• RNAi [he/him]
    ·
    1 year ago

    I don't understand shit of the quote. What is "americanization" according to the author?

    • aaaaaaadjsf [he/him, comrade/them]
      ·
      edit-2
      1 year ago

      Essentially the extreme form of liberal ideology that the USA has exported across the world post WW2. The key defining factors are the reduction of social organisation to only two factors, liberty viewed as freedom of private enterprise, and private property. The second key factor that defines this Americanization being the ideological seperation (as the two concepts are in reality inseparable) of economic and political life, in which the free market regulates economic life, and the political life is seperated from it and reduced to voting for a candidate who defines the rules for political life. A low intensity democracy if you will.

      Samir Amin later went on to write "The Liberal Virus - Permanent War and the Americanization of the World" to expand on this concept.

      • Dolores [love/loves]
        ·
        1 year ago

        so the 'culturalist' opponents defy something modern and evolutionary, like lgbt rights, on the grounds it is 'americanization/westernization'. and the culturalists in the OP are defending anti-modern things in the guise of opposing westernization.

        the problem i identify (and maybe he deals with this beyond the quote), is how we should know what is actually modern. because to return to lgbt rights, the suppression of them in the middle-east dates back to the nascent modernization programmes of states trying desperately to resist european colonialism. the very thing culturalists defend as invioable tradition was itself once the 'evolutionary' force.

        • aaaaaaadjsf [he/him, comrade/them]
          ·
          1 year ago

          It's actually dealt with in the preface/introduction of the book.
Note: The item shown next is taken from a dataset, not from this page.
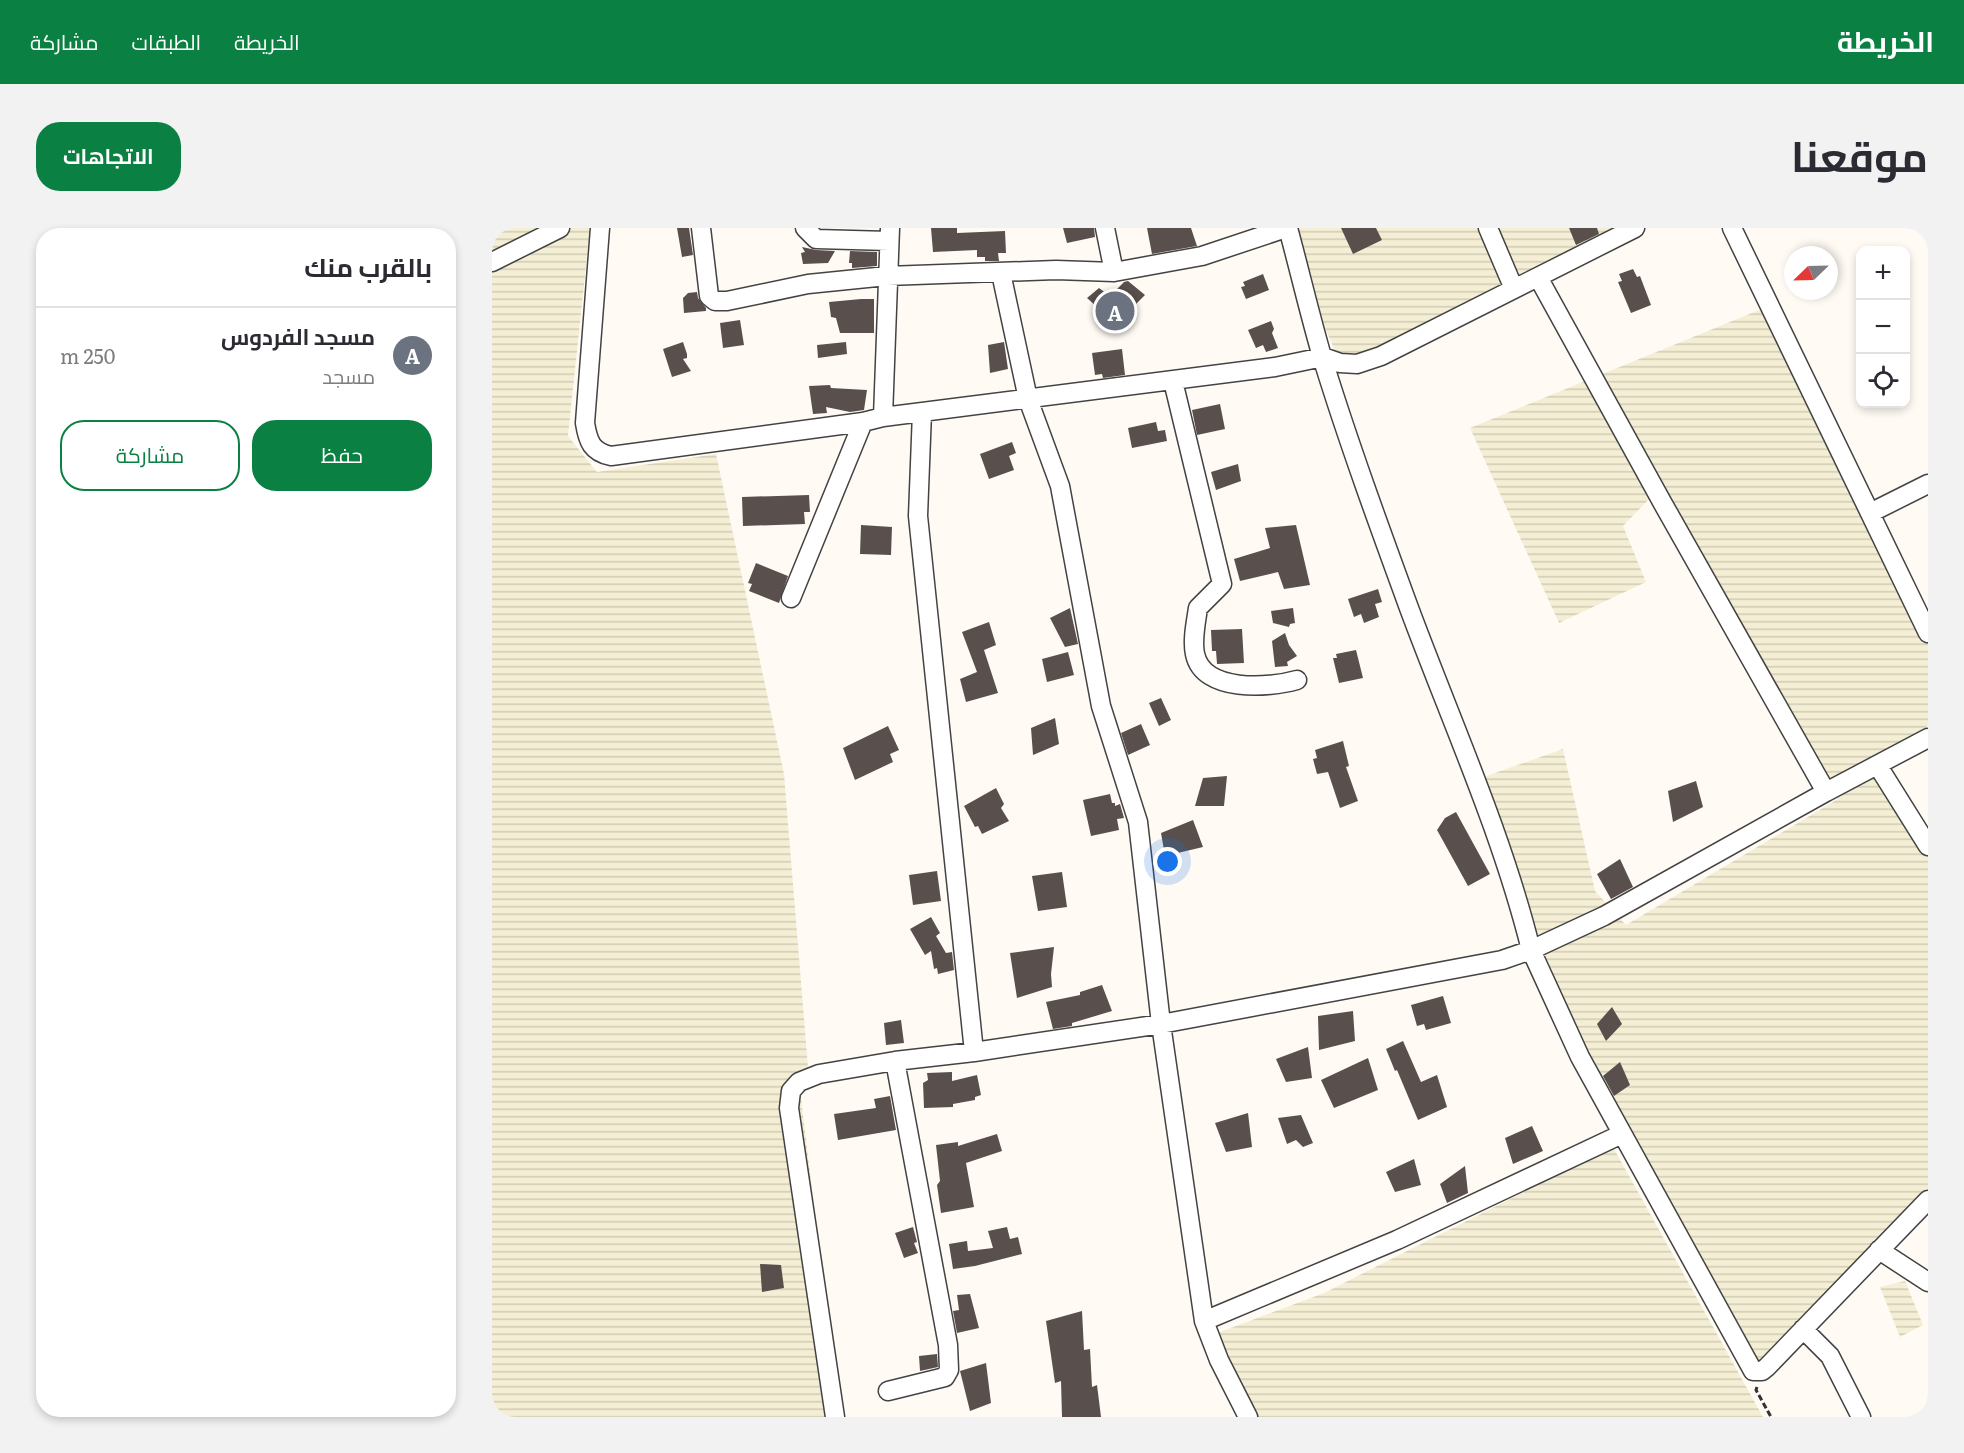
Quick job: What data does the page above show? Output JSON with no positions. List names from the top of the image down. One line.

Firstly culturalism is defined:

          In this work, I propose a critique of what can be called "culturalism." I define culturalism as an apparently coherent and holistic theory based on the hypothesis that there are cultural invariants able to persist through and beyond possible transformations in economic, social, and political systems. Cultural specificity, then, becomes the main driving force of inevitably quite different historical trajectories.

          Then modernity is critiqued.

          Modernity is the product of nascent capitalism and develops in close association with the worldwide expansion of the latter. The specific logic of the fundamental laws that govern the expansion of capitalism leads to a growing l inequality and asymmetry on a global level. The societies at the peripheries are trapped in the impossibility of catching up with and becoming like the societies of the centers, today the triad of the United States, Europe, and Japan. In turn, this distortion affects modernity, as it exists in the capitalist world, so that it assumes a truncated form in the periphery. The culture of capitalism is formed and develops by internalizing the requirements of this asymmetric reality. Universalist claims are systematically combined with culturalist arguments, in this case Eurocentric ones, which invalidate the possible significance of the former.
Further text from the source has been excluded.